ABOUT THIS TASK: The stretch from the line with "position:relative; width:1466px; height:1545px;" through the line with "height:5px; margin:-2.5px; padding:0" in the records below: write it out exactly, and nothing else.

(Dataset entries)
____________

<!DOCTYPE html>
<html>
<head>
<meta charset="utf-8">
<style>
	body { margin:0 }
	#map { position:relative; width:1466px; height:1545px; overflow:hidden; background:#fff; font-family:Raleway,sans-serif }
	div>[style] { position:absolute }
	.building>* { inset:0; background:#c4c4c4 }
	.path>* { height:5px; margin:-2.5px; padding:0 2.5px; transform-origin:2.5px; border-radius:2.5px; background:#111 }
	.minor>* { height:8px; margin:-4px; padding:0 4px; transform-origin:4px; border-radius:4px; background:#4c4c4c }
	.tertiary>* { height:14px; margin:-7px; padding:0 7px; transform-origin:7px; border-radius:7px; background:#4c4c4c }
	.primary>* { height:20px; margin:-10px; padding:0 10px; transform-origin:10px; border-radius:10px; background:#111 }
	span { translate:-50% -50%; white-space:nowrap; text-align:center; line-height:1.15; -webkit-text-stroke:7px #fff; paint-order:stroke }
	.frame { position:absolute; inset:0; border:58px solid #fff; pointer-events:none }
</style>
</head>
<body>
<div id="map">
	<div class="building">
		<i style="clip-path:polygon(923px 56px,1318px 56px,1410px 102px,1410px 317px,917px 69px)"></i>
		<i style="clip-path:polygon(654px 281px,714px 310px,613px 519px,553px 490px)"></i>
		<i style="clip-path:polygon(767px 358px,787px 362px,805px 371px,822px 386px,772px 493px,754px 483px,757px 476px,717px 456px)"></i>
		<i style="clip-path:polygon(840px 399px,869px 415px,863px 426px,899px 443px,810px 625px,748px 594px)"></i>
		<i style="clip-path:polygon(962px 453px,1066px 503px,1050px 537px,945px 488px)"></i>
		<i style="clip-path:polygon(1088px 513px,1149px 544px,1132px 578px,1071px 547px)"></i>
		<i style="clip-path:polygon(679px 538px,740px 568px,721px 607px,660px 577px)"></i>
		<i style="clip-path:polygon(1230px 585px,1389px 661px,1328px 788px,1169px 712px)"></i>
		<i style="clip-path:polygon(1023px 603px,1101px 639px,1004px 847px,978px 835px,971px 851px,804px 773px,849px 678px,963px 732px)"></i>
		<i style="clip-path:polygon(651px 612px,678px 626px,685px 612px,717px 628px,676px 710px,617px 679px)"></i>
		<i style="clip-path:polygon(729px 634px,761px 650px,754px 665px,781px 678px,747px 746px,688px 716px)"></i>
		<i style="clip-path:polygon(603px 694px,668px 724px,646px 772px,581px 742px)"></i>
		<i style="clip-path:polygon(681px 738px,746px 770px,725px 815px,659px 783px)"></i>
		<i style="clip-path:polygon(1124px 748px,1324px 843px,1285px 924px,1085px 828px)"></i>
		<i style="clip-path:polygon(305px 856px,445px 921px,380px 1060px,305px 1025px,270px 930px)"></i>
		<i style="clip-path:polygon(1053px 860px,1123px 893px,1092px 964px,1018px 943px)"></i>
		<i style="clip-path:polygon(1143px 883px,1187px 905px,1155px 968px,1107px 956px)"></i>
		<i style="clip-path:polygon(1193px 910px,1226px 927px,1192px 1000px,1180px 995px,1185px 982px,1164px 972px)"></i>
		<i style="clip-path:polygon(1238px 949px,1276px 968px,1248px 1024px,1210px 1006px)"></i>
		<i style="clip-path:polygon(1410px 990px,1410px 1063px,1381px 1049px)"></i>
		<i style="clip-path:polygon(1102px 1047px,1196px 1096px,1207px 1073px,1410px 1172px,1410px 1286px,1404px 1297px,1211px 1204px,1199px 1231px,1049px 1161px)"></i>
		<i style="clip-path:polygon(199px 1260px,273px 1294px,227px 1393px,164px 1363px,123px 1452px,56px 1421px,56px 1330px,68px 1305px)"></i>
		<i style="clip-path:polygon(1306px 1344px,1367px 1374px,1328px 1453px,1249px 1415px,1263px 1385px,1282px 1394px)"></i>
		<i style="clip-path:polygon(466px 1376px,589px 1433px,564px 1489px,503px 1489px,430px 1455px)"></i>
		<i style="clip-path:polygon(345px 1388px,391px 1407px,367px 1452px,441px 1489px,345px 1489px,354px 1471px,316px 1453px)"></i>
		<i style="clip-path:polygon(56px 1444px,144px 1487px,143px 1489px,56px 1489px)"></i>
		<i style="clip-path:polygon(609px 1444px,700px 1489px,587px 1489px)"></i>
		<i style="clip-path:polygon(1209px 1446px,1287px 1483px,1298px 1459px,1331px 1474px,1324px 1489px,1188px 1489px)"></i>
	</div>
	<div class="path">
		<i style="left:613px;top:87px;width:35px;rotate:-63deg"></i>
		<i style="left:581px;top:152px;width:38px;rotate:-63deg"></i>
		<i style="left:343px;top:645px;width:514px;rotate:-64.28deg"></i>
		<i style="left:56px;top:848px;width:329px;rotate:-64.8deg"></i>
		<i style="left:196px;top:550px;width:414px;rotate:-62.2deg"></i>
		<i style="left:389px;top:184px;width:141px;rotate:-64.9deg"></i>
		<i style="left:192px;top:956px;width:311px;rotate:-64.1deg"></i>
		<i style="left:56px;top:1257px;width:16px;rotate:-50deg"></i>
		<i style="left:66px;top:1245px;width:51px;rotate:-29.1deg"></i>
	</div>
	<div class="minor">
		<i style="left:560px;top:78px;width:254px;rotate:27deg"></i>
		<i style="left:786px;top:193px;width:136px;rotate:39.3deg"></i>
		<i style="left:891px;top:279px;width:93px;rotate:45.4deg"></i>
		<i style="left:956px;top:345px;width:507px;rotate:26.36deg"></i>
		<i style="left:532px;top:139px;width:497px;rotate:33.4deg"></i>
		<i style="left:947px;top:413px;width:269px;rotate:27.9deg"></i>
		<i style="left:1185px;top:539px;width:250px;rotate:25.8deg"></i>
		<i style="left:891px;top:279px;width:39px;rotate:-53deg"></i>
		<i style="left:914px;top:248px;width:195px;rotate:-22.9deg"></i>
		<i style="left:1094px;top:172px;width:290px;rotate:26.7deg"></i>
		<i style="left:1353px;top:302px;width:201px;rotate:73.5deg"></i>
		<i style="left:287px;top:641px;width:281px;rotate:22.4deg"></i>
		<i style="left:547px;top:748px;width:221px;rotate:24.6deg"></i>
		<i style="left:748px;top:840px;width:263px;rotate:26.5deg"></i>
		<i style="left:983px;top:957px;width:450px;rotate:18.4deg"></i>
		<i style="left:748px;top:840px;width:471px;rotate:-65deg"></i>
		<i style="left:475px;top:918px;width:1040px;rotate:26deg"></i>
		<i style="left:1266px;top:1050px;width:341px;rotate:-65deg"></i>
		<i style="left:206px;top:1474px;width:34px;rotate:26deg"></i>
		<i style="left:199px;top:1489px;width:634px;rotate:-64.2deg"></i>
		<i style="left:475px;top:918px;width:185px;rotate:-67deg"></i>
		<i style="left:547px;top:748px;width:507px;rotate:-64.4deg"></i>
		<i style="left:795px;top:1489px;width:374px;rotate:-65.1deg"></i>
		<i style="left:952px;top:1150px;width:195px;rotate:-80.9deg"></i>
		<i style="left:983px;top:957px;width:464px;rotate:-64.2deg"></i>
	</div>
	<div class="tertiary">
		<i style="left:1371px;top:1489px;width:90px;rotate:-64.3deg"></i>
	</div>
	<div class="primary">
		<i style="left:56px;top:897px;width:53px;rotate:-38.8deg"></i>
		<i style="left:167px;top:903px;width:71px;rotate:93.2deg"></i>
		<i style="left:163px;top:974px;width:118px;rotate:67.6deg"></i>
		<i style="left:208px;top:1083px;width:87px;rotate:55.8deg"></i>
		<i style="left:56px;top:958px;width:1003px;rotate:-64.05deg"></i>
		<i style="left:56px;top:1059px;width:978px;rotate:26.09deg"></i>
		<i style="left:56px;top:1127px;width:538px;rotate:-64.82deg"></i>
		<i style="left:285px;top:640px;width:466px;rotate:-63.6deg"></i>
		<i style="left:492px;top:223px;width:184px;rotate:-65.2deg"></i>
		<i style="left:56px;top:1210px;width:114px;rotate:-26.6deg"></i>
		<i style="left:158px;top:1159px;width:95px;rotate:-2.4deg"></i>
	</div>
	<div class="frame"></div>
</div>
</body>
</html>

____________

WRITTEN SOLUTION:
	#map { position:relative; width:1466px; height:1545px; overflow:hidden; background:#fff; font-family:Raleway,sans-serif }
	div>[style] { position:absolute }
	.building>* { inset:0; background:#c4c4c4 }
	.path>* { height:5px; margin:-2.5px; padding:0 2.5px; transform-origin:2.5px; border-radius:2.5px; background:#111 }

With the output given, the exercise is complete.